-- Raw data --
***

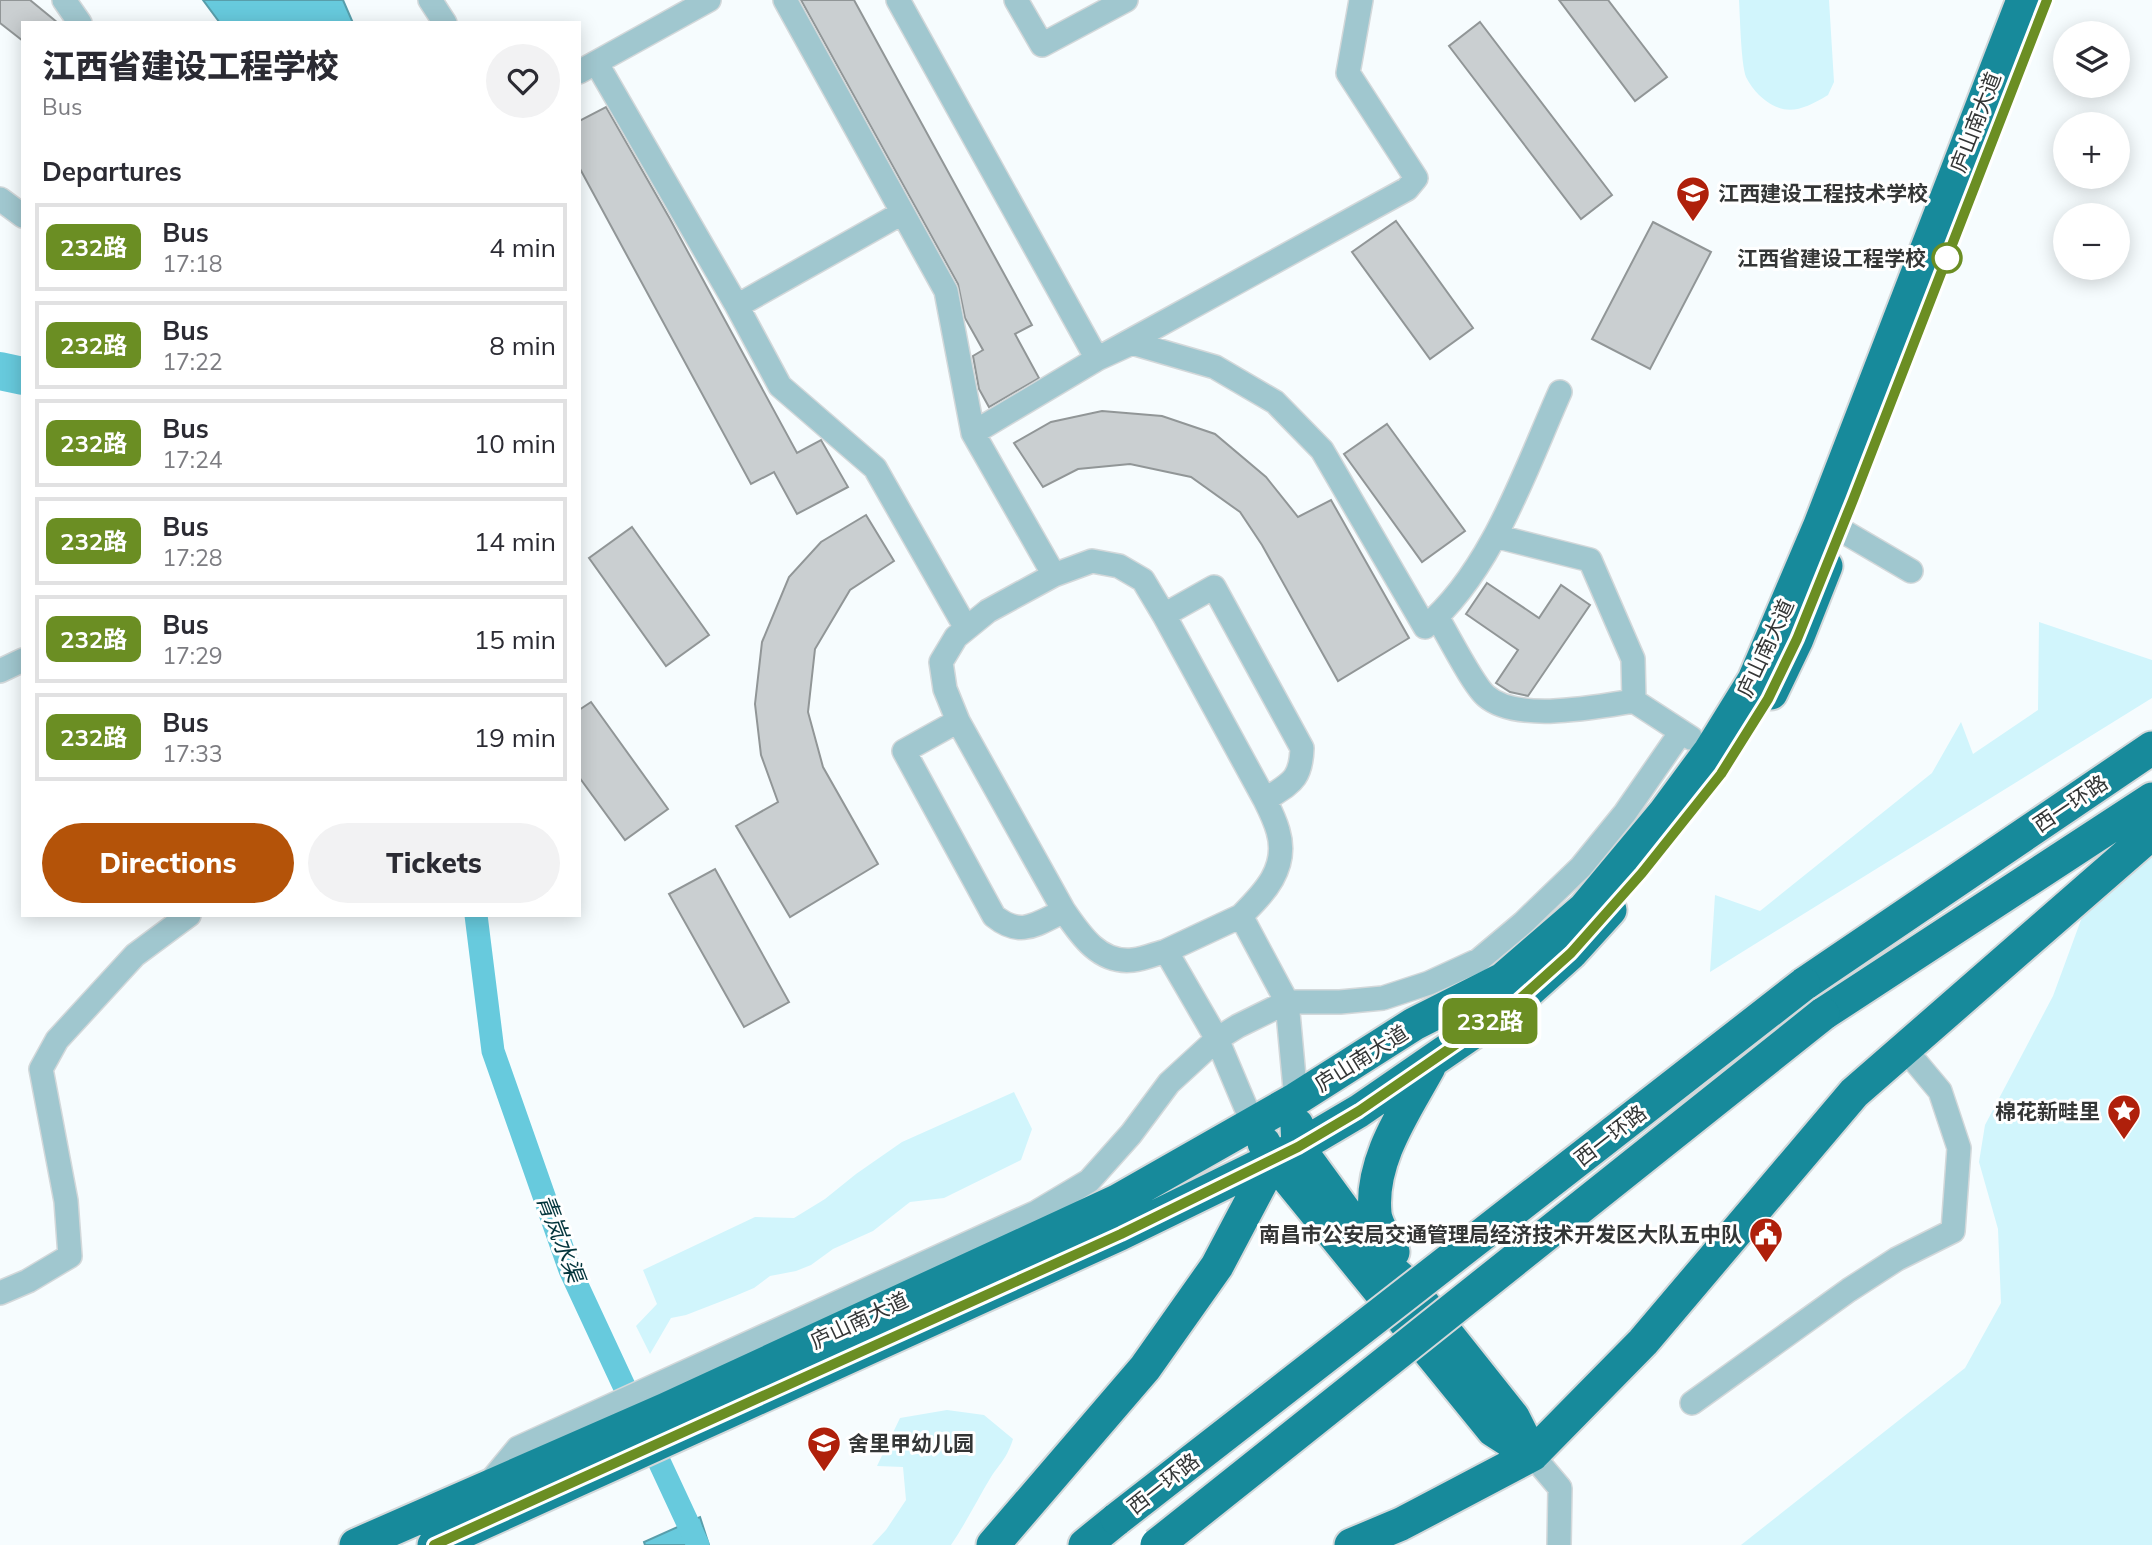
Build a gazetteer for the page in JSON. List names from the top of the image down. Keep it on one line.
{"streets":{"highway":["庐山南大道","西一环路"]},"water":["青岚水渠"],"places":{"school or university":["江西建设工程技术学校","舍里甲幼儿园"],"other":["江西省建设工程学校"],"place":["棉花新畦里"],"public building":["南昌市公安局交通管理局经济技术开发区大队五中队"]},"lines":["bus line 232路"],"page":{"on_map":"232路","map_buttons":["+","−"],"heading":[["江西省建设工程学校","Bus"],"Departures"],"list":[{"mark":"232路","name":"Bus","note":"17:18","value":"4 min"},{"mark":"232路","name":"Bus","note":"17:22","value":"8 min"},{"mark":"232路","name":"Bus","note":"17:24","value":"10 min"},{"mark":"232路","name":"Bus","note":"17:28","value":"14 min"},{"mark":"232路","name":"Bus","note":"17:29","value":"15 min"},{"mark":"232路","name":"Bus","note":"17:33","value":"19 min"}],"buttons":["Directions","Tickets"]}}
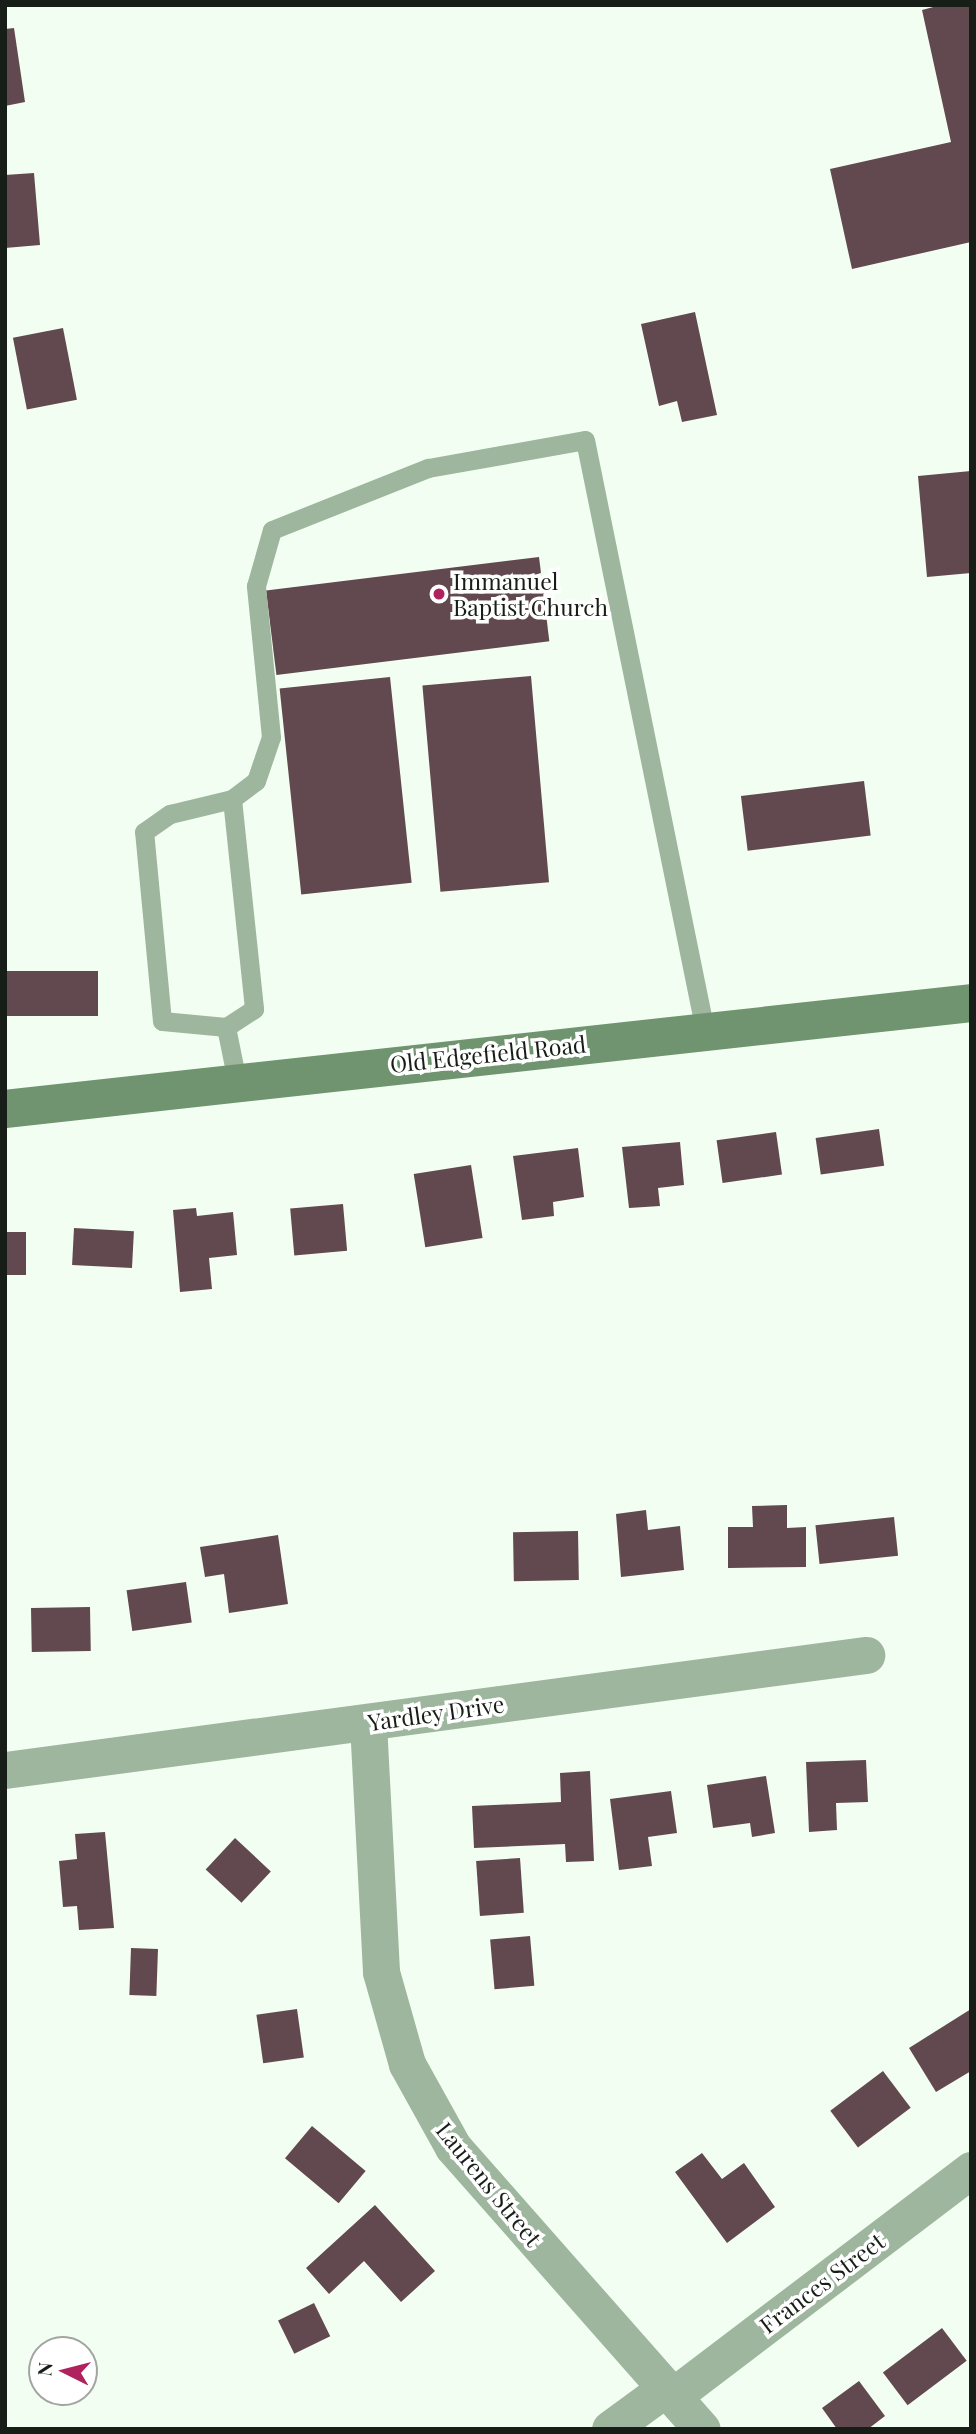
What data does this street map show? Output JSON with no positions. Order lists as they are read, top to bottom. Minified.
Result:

***

-- Directions for this task --
Please print the data above in its entirety, exactly, but without any picture.

-- Exercise result --
Build a gazetteer for the page in JSON. List names from the top of the image down. Keep it on one line.
{"streets":{"highway":["庐山南大道","西一环路"]},"water":["青岚水渠"],"places":{"school or university":["江西建设工程技术学校","舍里甲幼儿园"],"other":["江西省建设工程学校"],"place":["棉花新畦里"],"public building":["南昌市公安局交通管理局经济技术开发区大队五中队"]},"lines":["bus line 232路"],"page":{"on_map":"232路","map_buttons":["+","−"],"heading":[["江西省建设工程学校","Bus"],"Departures"],"list":[{"mark":"232路","name":"Bus","note":"17:18","value":"4 min"},{"mark":"232路","name":"Bus","note":"17:22","value":"8 min"},{"mark":"232路","name":"Bus","note":"17:24","value":"10 min"},{"mark":"232路","name":"Bus","note":"17:28","value":"14 min"},{"mark":"232路","name":"Bus","note":"17:29","value":"15 min"},{"mark":"232路","name":"Bus","note":"17:33","value":"19 min"}],"buttons":["Directions","Tickets"]}}
What data does this street map show? Output JSON with no positions. Order lists as they are read, top to bottom. Minified.
Result:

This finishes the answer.